Afonso Aguiar Doce e pura inocência
(Adão Cruz)
Doce e pura inocência refletia-se nos olhos jovens, durante aquele Verão.
Ah, saudades desses tempos misteriosos, em que um olhar significa tudo e um sorriso muda o mundo e se vislumbra um futuro, almejando-o, embora este pareça distante e utópico, como um sonho de criança grande, único e inatingível… Mas não é sonho, é real! De tal forma real que, quando damos conta, a luz já se apagou, o mistério já se perdeu e o futuro distante, desejável e ilusório transformou-se no presente e… Crescemos.
Quem conseguisse mergulhar naqueles olhares entenderia que os dois viviam cada momento como se fosse o último, como se aquele instante fosse a coisa mais importante do mundo e foi naquele acaso que lhes pareceu destinado que os seus olhares se atraíram e os sorrisos brotaram!
Enquanto a viveram, a noite soube a eternidade, porém quando acabou e as palavras não se soltaram, o eterno e extasiante momento tornou-se curto e frustrante. No dia seguinte reencontraram-se ao largo da piscina. Não demorou muito até que “acidentalmente” esbarrassem um no outro e, finalmente, falassem. Nunca lhes custara tanto proferir uma palavra. Seguiu-se uma inmesurável sensação de alívio pelo simples facto de a fala se soltar. E foi sem surpresa que o mais difícil, o muro da ingenuidade, fora transposto.

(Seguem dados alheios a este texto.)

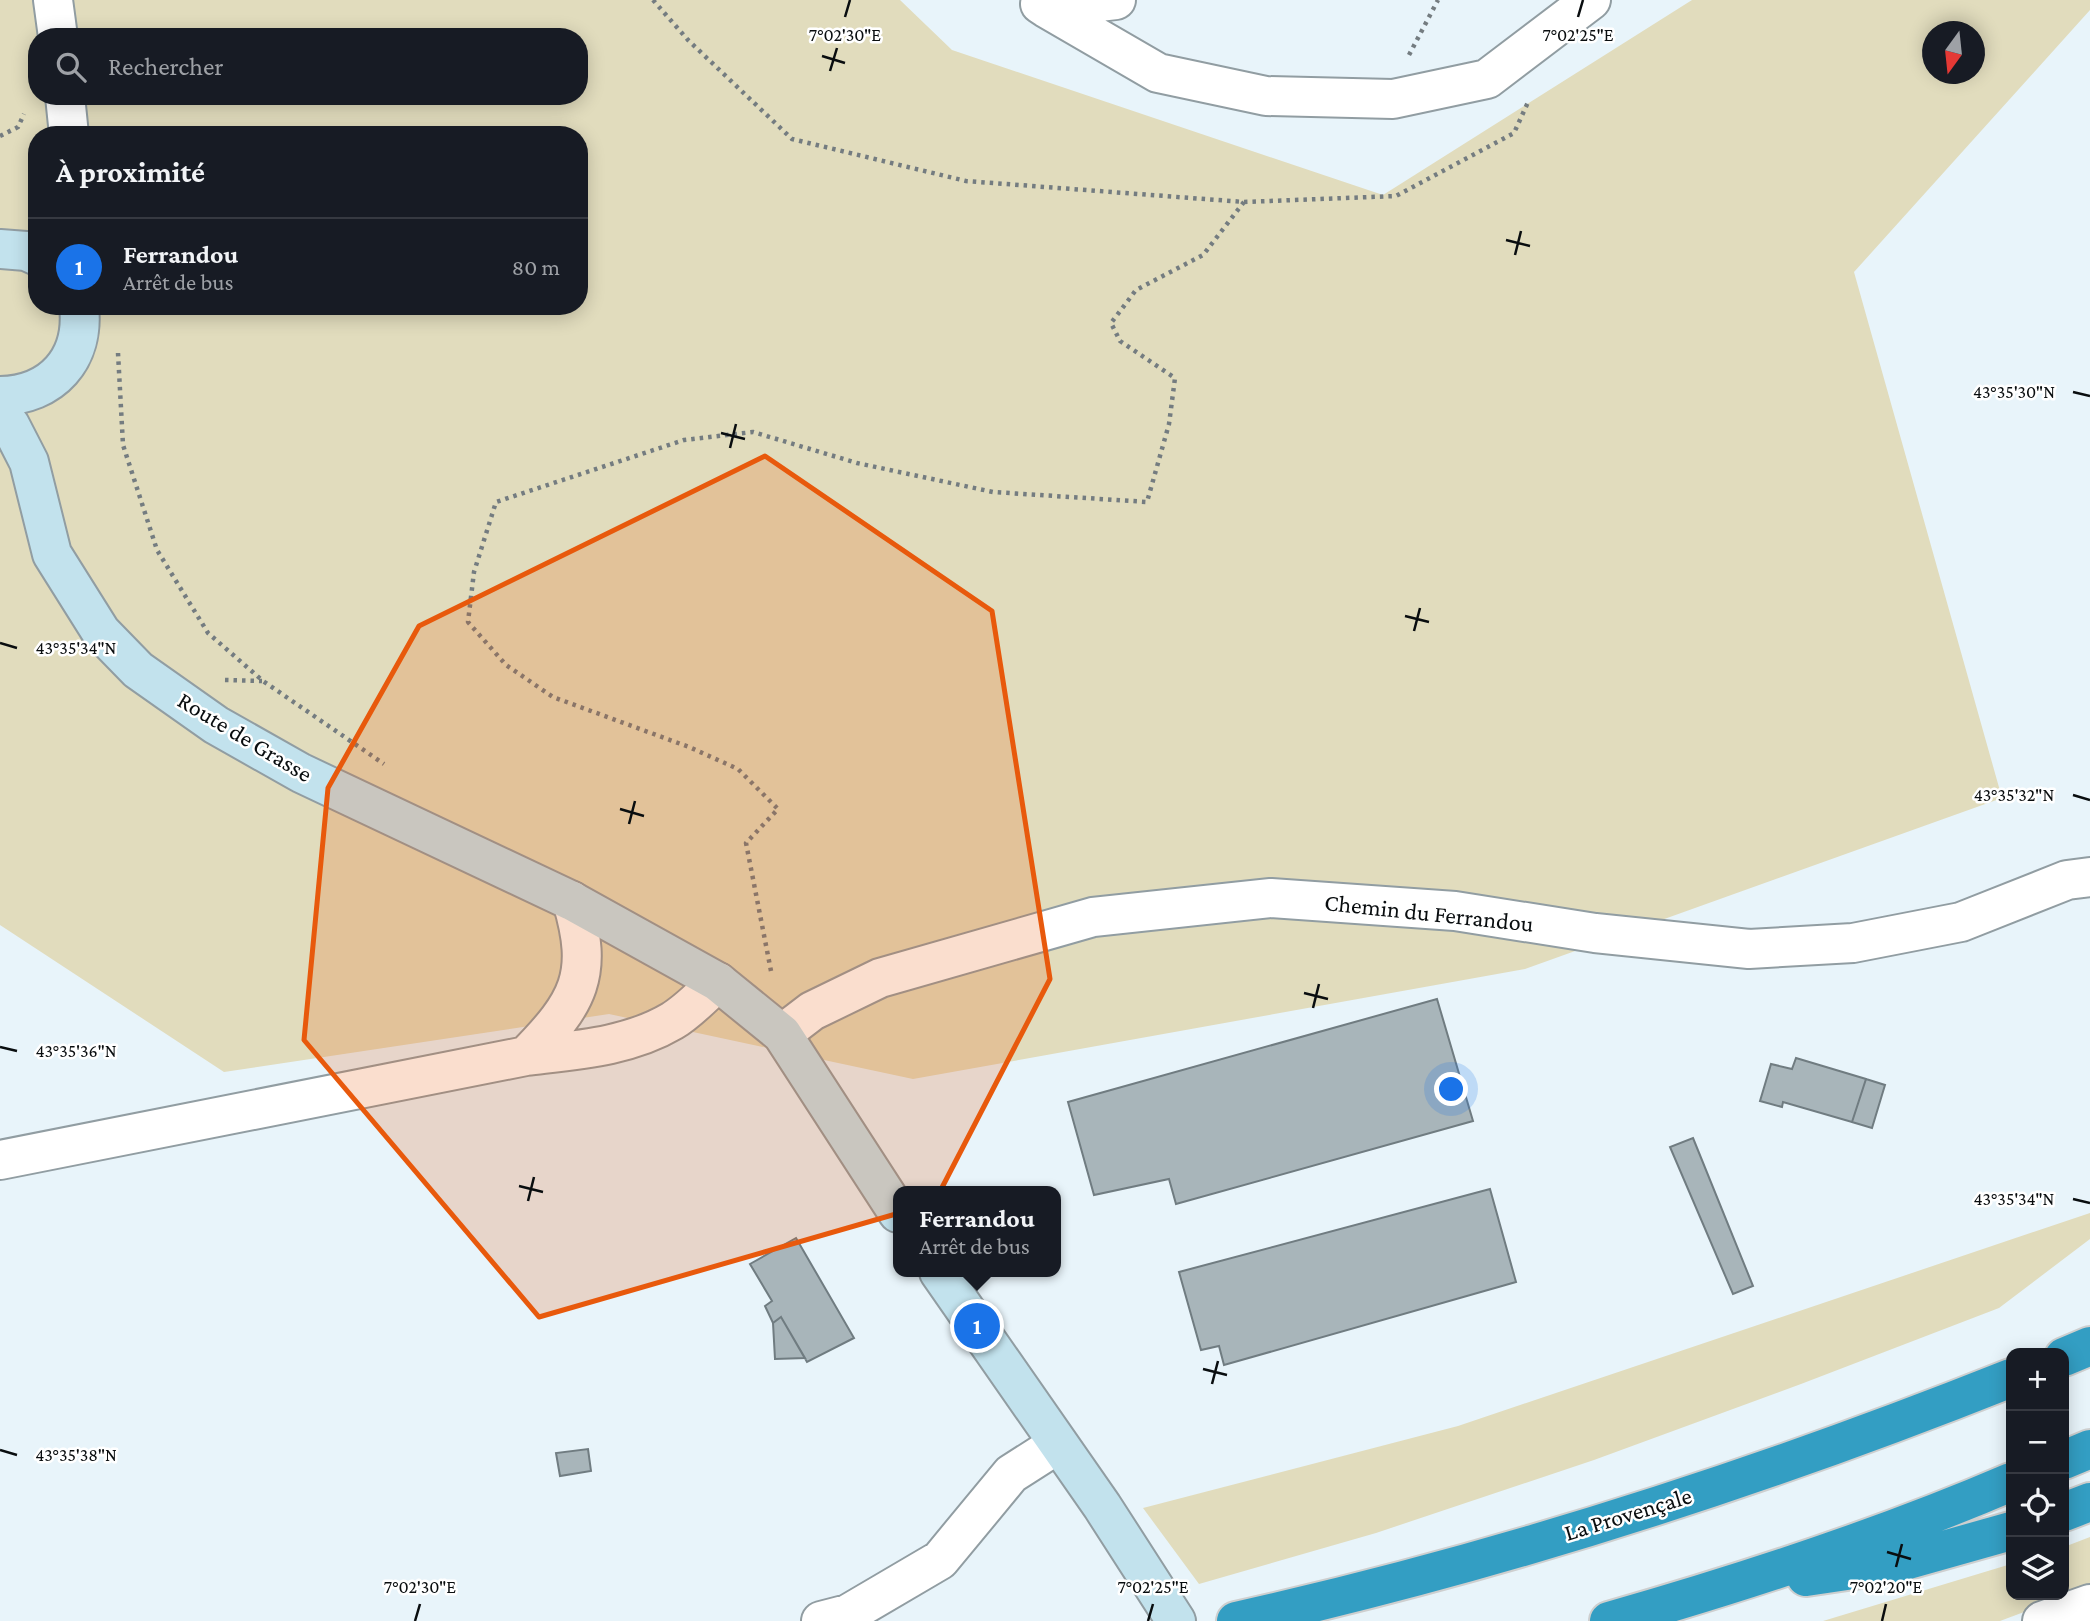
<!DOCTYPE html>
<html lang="fr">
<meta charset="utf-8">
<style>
:root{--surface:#171b24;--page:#242831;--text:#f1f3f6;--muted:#9ea1a6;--line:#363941;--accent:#1a73e8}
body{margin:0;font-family:"Crimson Pro",serif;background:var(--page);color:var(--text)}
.controls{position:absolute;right:21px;bottom:21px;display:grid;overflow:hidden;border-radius:14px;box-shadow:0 4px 18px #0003}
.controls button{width:63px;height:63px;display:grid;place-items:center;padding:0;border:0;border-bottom:2px solid var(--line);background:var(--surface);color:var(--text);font:35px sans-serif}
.compass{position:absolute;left:1922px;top:21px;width:63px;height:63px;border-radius:50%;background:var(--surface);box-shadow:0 4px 18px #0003;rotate:195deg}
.you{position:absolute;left:1452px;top:1090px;width:24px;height:24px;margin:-18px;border:5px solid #fff;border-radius:50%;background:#1a73e8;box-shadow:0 0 0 10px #1a73e833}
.badge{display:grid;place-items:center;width:46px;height:46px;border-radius:50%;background:var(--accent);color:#fff;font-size:23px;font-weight:700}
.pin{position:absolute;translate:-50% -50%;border:4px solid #fff;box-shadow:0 2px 7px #0006}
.popup{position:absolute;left:893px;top:1186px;width:168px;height:91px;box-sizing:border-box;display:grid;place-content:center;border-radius:14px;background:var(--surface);filter:drop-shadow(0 2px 5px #0005);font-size:23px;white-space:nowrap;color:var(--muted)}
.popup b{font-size:26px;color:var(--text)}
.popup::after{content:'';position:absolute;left:50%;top:100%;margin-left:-14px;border:14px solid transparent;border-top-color:var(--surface)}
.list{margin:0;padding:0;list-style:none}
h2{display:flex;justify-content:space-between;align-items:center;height:91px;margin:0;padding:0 28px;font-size:30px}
h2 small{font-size:23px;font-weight:400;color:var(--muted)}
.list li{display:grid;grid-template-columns:46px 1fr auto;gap:21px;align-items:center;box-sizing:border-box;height:98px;padding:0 28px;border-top:2px solid var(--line)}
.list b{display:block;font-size:26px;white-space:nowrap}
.list p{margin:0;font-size:23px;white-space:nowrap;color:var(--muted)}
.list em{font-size:23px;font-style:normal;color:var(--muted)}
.icon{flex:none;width:38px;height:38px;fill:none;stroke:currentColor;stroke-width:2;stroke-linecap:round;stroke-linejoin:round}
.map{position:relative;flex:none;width:2090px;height:1621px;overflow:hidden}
.search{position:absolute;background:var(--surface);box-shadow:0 4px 18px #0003;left:28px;top:28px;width:560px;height:77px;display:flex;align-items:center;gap:18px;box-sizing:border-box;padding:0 24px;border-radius:28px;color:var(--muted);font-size:26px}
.panel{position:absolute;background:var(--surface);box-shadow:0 4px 18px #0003;left:28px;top:126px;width:560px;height:189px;border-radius:28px}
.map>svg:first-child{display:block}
.green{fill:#e1dcbd;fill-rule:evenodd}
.building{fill:#a8b5ba;stroke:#707c81;stroke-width:2}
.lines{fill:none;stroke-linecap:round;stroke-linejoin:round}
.street-casing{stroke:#919da2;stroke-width:42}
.secondary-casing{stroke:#919da2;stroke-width:42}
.highway-casing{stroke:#cecfcf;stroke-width:42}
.path{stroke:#747c80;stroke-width:4.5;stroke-dasharray:3.5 5;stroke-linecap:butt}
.street{stroke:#fff;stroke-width:38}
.secondary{stroke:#c2e2ed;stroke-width:38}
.highway{stroke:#339ec3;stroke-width:38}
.marked{fill:#e8590c;fill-opacity:0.2;stroke:#e8590c;stroke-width:5;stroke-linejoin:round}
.ticks{fill:none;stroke:#090d0f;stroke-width:2.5}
.labels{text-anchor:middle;stroke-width:5;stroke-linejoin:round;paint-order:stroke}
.street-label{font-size:24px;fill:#090d0f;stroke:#fff}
.ticks-label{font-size:18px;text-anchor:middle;fill:#090d0f;stroke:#fff;stroke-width:5;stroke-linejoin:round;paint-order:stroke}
</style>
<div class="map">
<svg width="2090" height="1621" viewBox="0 0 2090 1621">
<rect width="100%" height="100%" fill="#e8f4fa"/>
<!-- green -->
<path class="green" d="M0,0H900L952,50L1383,195L1692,0H2090V10L1854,272L2002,798L1525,969L913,1079L609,1014L224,1072L0,925ZM1932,32H1974V74H1932ZM37,37H579V96H37ZM37,135H579V306H37Z
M2090,1213V1239L1999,1308L1801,1384L1594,1460L1376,1533L1199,1584L1143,1508L1458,1426Z
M2090,1537V1587L2000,1621H1823L2011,1564V1595H2064V1547Z"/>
<!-- building -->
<path class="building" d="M1437,999L1473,1121L1176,1204L1169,1179L1094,1195L1068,1102Z
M1796,1058L1866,1079L1852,1122L1783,1102L1782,1107L1760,1101L1771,1064L1792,1069Z
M1866,1079L1885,1085L1872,1128L1852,1122Z
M1693,1138L1753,1286L1733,1294L1670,1147Z
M1490,1189L1516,1282L1224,1365L1219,1346L1201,1350L1179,1272Z
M796,1238L854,1338L807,1362L781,1317L773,1323L765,1306L772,1301L750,1264Z
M781,1317L805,1358L775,1359L773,1323Z
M588,1449L591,1471L560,1476L556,1453Z"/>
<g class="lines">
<!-- street casing -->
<g class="street-casing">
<path id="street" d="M53,0L58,37
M1040,4L1046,8L1116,0
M1046,8L1158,73L1266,96L1393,99L1487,79L1591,0
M65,96L69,135
M782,1034L812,1011L880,978L1093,917L1271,898L1455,911L1595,933L1749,949L1853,943L1961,922L2067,880L2090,877
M526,1056C579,1002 594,975 572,901
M0,1160L526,1056C576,1050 628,1047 672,1021C689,1011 703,995 718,982
M821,1621L848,1614L940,1560L1011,1474L1058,1444
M2042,1621L2090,1604"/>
</g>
<!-- secondary casing -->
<g class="secondary-casing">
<path id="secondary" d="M0,249L26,251L37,256
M0,396C52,395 85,359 79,306
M0,414L10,425L29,462L52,554L101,632L138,670L216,725L301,773L572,901L718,982L782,1034L898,1213
M939,1272L1102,1506L1176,1621"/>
</g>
<!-- highway casing -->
<g class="highway-casing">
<path id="highway" d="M2064,1357L2090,1346
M2064,1460L2090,1449
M2064,1512L2090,1502
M1806,1577L1894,1564L2011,1531
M1236,1621C1500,1562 1760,1478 2011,1378
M1609,1621C1745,1582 1881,1538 2011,1482"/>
</g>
<!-- path -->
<path class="path" d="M653,0L688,40L792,139L966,181L1244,202L1396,196L1514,133L1529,100
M1409,55L1438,0
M0,136L18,127L24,114
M118,353L123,445L157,550L208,633L263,681L384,764
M225,680L262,681
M771,971L746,843L778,809L738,769L689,747L553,697L506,665L468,622L474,572L496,502L684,440L753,432L857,463L993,492L1147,502L1169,424L1175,378L1120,341L1111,323L1136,290L1203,255L1244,202"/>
<!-- street -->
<use href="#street" class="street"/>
<!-- secondary -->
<use href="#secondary" class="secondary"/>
<!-- highway -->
<use href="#highway" class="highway"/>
</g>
<!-- marked area -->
<path class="marked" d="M765,456L992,611L1050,979L934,1203L539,1317L304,1040L328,788L419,626Z"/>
<!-- ticks -->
<path class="ticks" d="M845,17L850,0M1578,17L1583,0M822,56L845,63M830,71L837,48M1506,240L1530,246M1515,255L1521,231M2073,392L2090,396M721,433L745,439M730,448L736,424M1405,616L1429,622M1414,631L1420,608M0,643L17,648M2073,795L2090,800M620,809L644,816M629,824L635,801M1304,993L1328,999M1313,1008L1319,984M0,1047L17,1051M519,1186L543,1192M2073,1199L2090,1203M528,1201L534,1177M1203,1369L1227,1375M1212,1384L1218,1361M0,1450L17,1455M1887,1552L1911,1559M1896,1567L1902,1544M415,1621L420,1604M1148,1621L1153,1604M1882,1621L1886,1604"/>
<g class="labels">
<!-- street labels -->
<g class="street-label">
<text transform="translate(245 737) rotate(31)" y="8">Route de Grasse</text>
<text transform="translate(1429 913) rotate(6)" y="8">Chemin du Ferrandou</text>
<text transform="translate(1628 1514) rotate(-17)" y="8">La Provençale</text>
</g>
</g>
<g class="ticks-label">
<text x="845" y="41">7°02'30"E</text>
<text x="1578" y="41">7°02'25"E</text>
<text x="2014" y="398">43°35'30"N</text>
<text x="76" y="654">43°35'34"N</text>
<text x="2014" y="801">43°35'32"N</text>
<text x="76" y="1057">43°35'36"N</text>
<text x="2014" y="1205">43°35'34"N</text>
<text x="76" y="1461">43°35'38"N</text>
<text x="420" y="1593">7°02'30"E</text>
<text x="1153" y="1593">7°02'25"E</text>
<text x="1886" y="1593">7°02'20"E</text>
</g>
</svg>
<div class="controls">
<button>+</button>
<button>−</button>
<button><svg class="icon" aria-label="locate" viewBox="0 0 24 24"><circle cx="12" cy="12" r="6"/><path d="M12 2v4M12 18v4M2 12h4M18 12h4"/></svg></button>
<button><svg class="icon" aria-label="layers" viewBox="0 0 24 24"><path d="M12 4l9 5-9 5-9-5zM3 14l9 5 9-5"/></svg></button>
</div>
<svg class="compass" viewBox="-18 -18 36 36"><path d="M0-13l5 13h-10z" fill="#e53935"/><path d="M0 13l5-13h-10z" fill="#9ea1a6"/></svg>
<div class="you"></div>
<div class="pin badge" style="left:977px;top:1326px">1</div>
<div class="popup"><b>Ferrandou</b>Arrêt de bus</div>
<div class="search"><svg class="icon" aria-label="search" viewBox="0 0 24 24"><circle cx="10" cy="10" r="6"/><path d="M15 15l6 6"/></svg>Rechercher</div>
<section class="panel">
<h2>À proximité<small></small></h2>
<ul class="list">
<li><span class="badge">1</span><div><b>Ferrandou</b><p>Arrêt de bus</p></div><em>80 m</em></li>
</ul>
</section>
</div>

Nessa tarde, os sentimentos já mais do que definidos antes sequer de se falarem, tornaram-se demasiado percetíveis para os poderem negar.
“Então era aquilo o tal amor? Aquela sensação fresca e ao mesmo tempo quente que subia da barriga ao coração, reconfortante quando pensavam um no outro e inquietante quando estavam lado a lado… aquela força que os obrigava constantemente a olhar um para o outro, aquele êxtase que sentiam por um sorriso que não era o seu… Então era aquilo o tal amor!”
Os momentos de contentamento indizível foram enchendo de vida o dia a dia de cada um e, como tudo o que se vive intensamente passa a grande velocidade… o fim das férias estava à porta!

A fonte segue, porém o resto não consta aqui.